More parks to go organic
City’s pilot program would encompass nine parks
To devise a strategy for organically managing Durango’s parks, a consultant this week took soil samples and more than 250 photographs of turf conditions.
Chip Osborne is proposing organic care for the parks of Brookside, Pioneer, Iris, Riverfront, Schneider, the Riverview Sports Complex, Folsom, Needham and Fanto. The pilot program would be implemented this spring.
Collectively, the organic parks would represent about 20 acres out of the total 52 acres of city park land. They’re a diverse sampling of neighborhood parks, school playgrounds and heavily used sports fields.
Osborne, president of Osborne Organics in Marblehead, Mass., takes a three-prong approach to organically managing parks: using all natural products; using tests to understand and respond to the needs of the soil; and then following up with management practices intended to increase the health of the land.
“To me, (organic) implies a proactive approach,” Osborne said.
During a public meeting at the Durango Community Recreation Center on Tuesday, Osborne said his systemic approach was a departure from earlier notions that organic care simply was about swapping out conventional products with all-natural or organic products.
Osborne described the old attitude as, “I’m organic; I don’t do anything. I’m organic by neglect, and that usually ends up in failure.”
At Brookside Park, for example, the city replaced conventional fertilizer with organic fertilizer but did not follow up with organic management practices.
So Brookside has patches of dandelions and clover, but Osborne did not think the weeds were out of control.
Osborne praised city staff as very knowledgeable about lawn care. In many cities, the municipal manager of park lands often naively follows the instructions of salespeople for synthetic pesticides.
Osborne, a professional horticulturist with 35 years of experience, shares the local health and environmental concerns about synthetic pesticides, noting that they were derived from the same science that produced bombs for World War II.
He considers himself a convert to the organic cause.
“My education was entirely conventional,” Osborne said. “We were taught to apply a cocktail mix of various pesticides every seven to 10 days. I held an applicator’s license for 25 years. That was sort of the way we did things.
“Back in the mid-1990s, I decided that, for me personally, it was probably not the healthiest thing to be doing,” he said. “I had young children. I frankly did not want them in that environment. I began to research the use of these products. I taught myself a lot more about product applications that led to alternative-management strategies – strategies that became chemical-free.”
When local activists proposed a ballot initiative to limit synthetic pesticides in city parks this year, City Council appropriated $36,000 for a consultant to devise an organic strategy as a compromise.
If Durango seems on the cutting edge of organics, Marblehead, where Osborne is an elected parks and recreation commissioner, has practiced organic management of its sports fields for the last 11 years. Its health board declared synthetic pesticides to be a public-health issue in 2000.
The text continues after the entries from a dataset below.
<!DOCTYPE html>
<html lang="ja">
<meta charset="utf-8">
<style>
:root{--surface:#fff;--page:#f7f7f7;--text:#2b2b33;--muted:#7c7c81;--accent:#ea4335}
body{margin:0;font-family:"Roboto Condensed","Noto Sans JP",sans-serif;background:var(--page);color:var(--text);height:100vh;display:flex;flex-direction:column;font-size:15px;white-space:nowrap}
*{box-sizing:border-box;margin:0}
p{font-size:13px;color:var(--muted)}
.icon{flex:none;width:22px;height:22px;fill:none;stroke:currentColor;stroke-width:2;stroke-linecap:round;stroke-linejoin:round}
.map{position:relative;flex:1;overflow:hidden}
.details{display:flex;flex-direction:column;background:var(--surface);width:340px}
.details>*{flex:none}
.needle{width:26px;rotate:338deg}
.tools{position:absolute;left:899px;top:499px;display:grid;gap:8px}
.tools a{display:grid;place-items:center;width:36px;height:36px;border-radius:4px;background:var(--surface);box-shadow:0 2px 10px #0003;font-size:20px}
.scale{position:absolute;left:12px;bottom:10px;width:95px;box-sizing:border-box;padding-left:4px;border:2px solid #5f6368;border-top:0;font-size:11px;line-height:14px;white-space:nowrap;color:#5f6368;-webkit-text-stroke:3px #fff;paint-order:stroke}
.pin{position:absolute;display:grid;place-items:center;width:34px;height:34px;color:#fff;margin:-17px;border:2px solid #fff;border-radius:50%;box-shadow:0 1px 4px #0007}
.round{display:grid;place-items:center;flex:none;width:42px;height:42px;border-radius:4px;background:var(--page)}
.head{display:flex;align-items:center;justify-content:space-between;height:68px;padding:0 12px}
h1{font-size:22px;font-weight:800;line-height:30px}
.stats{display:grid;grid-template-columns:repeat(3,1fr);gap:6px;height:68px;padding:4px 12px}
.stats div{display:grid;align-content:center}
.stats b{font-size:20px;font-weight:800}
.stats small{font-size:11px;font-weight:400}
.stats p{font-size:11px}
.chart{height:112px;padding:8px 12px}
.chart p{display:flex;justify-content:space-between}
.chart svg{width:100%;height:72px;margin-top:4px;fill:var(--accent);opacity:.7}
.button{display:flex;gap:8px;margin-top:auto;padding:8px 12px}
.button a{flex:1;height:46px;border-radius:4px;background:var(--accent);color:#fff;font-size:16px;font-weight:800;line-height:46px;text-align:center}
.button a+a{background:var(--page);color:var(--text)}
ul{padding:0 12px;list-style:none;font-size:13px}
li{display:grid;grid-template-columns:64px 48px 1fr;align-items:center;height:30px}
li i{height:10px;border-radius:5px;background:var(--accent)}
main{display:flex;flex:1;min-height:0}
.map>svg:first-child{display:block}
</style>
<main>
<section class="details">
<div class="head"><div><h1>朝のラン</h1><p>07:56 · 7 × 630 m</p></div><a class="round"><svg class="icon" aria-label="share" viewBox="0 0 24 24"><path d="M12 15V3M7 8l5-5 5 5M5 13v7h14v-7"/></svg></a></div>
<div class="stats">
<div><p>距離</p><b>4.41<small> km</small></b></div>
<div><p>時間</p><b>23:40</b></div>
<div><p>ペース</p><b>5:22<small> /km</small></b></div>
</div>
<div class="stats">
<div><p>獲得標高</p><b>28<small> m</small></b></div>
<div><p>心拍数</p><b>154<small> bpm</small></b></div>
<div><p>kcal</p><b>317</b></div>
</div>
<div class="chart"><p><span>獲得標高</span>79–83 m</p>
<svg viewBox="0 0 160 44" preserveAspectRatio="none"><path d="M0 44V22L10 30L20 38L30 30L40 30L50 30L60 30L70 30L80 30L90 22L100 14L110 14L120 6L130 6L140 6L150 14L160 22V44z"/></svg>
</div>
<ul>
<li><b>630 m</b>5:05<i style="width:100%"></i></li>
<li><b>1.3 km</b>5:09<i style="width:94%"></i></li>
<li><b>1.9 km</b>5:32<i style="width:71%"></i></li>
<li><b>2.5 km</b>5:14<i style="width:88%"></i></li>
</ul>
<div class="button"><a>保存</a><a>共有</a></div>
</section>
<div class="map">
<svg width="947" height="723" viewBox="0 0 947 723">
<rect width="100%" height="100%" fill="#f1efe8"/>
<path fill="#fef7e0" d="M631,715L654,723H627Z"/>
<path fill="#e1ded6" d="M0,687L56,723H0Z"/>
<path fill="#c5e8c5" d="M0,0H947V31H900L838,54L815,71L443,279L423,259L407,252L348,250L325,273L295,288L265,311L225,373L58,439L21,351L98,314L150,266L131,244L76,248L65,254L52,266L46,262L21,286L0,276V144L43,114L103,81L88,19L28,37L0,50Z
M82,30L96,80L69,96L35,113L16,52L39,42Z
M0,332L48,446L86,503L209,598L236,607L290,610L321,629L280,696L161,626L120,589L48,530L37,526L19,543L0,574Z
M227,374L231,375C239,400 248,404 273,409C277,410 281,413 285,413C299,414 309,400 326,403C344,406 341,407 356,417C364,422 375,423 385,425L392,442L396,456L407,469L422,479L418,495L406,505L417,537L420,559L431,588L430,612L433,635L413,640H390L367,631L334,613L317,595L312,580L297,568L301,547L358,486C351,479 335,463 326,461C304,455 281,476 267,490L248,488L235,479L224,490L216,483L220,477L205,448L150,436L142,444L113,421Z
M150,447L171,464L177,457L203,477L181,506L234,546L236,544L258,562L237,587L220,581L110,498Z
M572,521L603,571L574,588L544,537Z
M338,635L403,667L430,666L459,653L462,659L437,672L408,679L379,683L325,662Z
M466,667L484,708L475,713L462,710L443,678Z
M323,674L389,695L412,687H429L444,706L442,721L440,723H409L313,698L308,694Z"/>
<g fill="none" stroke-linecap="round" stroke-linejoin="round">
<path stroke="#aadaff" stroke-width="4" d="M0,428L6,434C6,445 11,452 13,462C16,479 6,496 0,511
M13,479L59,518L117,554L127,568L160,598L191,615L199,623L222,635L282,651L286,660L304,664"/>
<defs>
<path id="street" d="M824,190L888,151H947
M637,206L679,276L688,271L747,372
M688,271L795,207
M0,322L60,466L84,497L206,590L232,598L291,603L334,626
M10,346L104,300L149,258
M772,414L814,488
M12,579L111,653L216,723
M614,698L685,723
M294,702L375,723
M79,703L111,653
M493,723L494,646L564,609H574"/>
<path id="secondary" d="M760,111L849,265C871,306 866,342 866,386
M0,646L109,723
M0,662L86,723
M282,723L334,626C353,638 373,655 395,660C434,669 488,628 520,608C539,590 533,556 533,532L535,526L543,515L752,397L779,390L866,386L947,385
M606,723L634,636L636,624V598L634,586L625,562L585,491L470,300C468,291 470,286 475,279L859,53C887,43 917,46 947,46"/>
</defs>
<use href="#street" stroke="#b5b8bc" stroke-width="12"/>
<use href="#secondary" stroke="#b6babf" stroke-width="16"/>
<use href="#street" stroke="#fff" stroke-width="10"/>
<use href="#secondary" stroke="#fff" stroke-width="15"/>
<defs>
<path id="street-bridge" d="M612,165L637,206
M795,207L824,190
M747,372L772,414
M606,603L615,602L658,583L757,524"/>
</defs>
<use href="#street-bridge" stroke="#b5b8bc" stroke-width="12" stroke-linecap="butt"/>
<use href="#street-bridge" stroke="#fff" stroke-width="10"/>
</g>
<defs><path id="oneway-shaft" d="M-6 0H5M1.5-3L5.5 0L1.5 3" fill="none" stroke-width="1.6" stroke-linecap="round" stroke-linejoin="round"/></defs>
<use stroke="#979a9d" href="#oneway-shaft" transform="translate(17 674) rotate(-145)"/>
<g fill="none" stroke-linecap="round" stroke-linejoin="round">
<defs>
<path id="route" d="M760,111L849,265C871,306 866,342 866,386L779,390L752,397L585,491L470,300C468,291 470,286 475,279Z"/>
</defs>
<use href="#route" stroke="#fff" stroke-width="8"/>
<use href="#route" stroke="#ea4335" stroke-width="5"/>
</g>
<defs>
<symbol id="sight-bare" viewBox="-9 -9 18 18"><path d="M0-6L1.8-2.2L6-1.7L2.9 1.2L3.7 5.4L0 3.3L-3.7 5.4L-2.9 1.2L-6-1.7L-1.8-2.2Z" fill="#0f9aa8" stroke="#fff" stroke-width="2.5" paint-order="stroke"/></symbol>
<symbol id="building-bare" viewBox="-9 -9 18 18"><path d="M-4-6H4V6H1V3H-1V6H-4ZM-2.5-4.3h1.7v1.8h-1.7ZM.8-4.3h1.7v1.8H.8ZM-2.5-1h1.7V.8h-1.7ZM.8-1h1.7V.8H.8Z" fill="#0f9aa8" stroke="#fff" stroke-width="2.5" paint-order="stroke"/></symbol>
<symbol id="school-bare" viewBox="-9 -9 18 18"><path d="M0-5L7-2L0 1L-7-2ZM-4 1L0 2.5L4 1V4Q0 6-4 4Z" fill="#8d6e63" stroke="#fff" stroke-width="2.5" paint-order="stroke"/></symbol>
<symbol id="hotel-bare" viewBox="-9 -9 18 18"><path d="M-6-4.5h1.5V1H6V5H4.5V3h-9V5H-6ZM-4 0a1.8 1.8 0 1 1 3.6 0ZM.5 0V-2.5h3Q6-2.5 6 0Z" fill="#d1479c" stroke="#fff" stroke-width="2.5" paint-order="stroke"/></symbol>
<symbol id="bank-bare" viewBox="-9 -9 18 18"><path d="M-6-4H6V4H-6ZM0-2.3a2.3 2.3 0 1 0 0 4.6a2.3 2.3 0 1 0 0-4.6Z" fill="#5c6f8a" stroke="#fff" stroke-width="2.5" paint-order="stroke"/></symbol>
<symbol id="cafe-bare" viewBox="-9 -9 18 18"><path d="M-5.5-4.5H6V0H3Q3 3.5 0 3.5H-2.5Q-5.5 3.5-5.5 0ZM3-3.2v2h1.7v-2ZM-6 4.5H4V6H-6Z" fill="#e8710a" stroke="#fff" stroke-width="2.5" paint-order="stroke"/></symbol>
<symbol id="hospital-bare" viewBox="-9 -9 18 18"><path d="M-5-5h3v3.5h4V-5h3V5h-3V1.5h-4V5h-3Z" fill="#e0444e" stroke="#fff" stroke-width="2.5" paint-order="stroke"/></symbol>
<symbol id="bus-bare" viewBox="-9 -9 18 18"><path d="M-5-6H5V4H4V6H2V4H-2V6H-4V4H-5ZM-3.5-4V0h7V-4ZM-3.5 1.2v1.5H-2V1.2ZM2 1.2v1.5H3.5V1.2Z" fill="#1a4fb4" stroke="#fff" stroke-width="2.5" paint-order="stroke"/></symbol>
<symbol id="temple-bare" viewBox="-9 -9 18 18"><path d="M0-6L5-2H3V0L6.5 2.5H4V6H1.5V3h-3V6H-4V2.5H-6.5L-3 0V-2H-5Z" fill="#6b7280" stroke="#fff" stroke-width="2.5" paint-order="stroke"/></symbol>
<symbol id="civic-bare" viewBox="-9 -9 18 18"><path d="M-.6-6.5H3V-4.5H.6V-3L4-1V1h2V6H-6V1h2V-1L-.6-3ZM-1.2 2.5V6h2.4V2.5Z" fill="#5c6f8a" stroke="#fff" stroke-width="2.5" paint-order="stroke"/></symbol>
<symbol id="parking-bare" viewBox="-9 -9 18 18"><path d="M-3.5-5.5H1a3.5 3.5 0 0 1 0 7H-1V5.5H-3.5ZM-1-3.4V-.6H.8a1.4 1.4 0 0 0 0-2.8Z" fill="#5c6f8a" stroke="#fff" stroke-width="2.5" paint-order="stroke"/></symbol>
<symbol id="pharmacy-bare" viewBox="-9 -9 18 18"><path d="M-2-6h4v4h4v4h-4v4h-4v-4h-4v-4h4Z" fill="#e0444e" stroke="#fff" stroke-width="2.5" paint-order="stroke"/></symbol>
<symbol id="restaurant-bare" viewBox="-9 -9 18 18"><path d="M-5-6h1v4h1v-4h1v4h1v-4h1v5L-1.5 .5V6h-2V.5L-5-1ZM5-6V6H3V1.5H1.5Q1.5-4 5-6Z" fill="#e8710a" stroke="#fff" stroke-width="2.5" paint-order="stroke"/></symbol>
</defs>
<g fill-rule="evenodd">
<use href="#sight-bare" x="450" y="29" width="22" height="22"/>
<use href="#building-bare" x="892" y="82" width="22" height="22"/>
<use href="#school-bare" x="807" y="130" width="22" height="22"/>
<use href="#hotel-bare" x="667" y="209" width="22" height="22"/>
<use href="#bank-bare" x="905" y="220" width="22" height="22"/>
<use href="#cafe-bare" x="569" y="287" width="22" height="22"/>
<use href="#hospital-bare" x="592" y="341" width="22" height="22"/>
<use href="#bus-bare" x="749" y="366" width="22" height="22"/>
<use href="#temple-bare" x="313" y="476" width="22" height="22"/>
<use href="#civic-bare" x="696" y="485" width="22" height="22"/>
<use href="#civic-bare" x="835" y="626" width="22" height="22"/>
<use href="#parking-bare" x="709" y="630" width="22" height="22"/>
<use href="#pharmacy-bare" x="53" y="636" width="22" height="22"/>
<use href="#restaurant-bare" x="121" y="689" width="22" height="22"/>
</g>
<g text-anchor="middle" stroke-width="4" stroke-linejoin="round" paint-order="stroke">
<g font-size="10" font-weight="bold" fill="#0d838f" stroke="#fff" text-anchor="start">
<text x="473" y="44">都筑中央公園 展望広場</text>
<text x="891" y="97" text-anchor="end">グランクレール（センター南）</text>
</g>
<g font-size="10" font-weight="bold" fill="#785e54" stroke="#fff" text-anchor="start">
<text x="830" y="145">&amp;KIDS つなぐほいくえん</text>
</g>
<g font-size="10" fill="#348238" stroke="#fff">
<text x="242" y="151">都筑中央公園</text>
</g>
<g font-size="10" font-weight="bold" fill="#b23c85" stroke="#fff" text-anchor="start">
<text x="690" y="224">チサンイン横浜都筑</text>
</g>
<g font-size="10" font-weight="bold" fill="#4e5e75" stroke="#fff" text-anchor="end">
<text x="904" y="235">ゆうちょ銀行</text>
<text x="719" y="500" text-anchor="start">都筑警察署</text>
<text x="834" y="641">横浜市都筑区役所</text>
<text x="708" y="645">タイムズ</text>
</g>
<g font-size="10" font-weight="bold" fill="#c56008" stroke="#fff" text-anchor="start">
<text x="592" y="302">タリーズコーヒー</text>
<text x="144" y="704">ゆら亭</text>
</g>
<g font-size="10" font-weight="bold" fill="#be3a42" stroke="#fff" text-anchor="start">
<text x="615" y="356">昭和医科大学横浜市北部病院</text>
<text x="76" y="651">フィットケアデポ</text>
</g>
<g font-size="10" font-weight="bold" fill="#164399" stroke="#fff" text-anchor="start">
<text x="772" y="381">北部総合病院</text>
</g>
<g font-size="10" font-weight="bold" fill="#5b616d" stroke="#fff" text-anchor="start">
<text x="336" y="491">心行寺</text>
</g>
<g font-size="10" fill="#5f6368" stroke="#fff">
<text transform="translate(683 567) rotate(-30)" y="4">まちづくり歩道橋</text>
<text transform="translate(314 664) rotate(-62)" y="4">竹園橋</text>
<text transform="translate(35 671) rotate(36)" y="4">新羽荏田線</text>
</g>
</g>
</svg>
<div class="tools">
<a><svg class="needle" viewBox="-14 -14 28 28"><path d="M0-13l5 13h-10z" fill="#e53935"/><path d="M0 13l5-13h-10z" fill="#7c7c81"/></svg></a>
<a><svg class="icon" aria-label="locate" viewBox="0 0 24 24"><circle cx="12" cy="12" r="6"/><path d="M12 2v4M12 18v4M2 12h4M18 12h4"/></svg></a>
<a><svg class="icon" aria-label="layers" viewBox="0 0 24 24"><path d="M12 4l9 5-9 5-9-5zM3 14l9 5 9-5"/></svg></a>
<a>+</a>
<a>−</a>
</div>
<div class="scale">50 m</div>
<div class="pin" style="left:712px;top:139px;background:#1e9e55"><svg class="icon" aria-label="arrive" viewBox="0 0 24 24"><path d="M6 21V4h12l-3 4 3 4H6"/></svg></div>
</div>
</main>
Osborne, who is on the board of directors for Beyond Pesticides, also is an organic consultant for the National Park Service.
Osborne said turf quality does not have to be sacrificed for organic care.
“A good turf nutritional-management program can match a conventional program spot on,” he said.
Osborne makes exceptions for synthetic treatments in special circumstances where a “rescue” might be required.
To preserve a million-dollar sports-field complex in New Jersey, for example, Osborne once advised a fungicidal treatment.
If fields are properly maintained, there should be less need for synthetic pesticides. Dense turf should crowd out weeds.
Recent studies have shown that nutrient-rich grass treated with organic fertilizer is less attractive to bugs that cannot digest the nutrient content, Osborne said.
“Once we get through transition, we generally see costs decline because you don’t have to do as much three or four years from now,” he said.
While organics always have been criticized as costly, Osborne said “conventional products are much more expensive now because of the petroleum and gas input to make 1 ton of fertilizer. As the petroleum markets spike, so do the costs of conventional fertility products.”
Osborne promised that Durango’s program would be “sensitive to budget.”
“We’re not going to make it so complicated that the staff has this outrageous, complicated management program,” he said.
Osborne will go into more detail when he returns in January or February for a study session with City Council.
He also is offering to meet with the local landscape community. He would never tell them how to do their business, he said, but he would give them tips about how to get into the organic market.
Two people at his talk wanted to know when the organic program would be extended to all city parks.
He said the decision will depend on how well the pilot program works.
Katrina Blair, a local organic advocate, agreed that extending the program will be about “taking an assessment, letting the land guide (us).”
via The Durango Herald 11/07/2012 | More parks to go organic.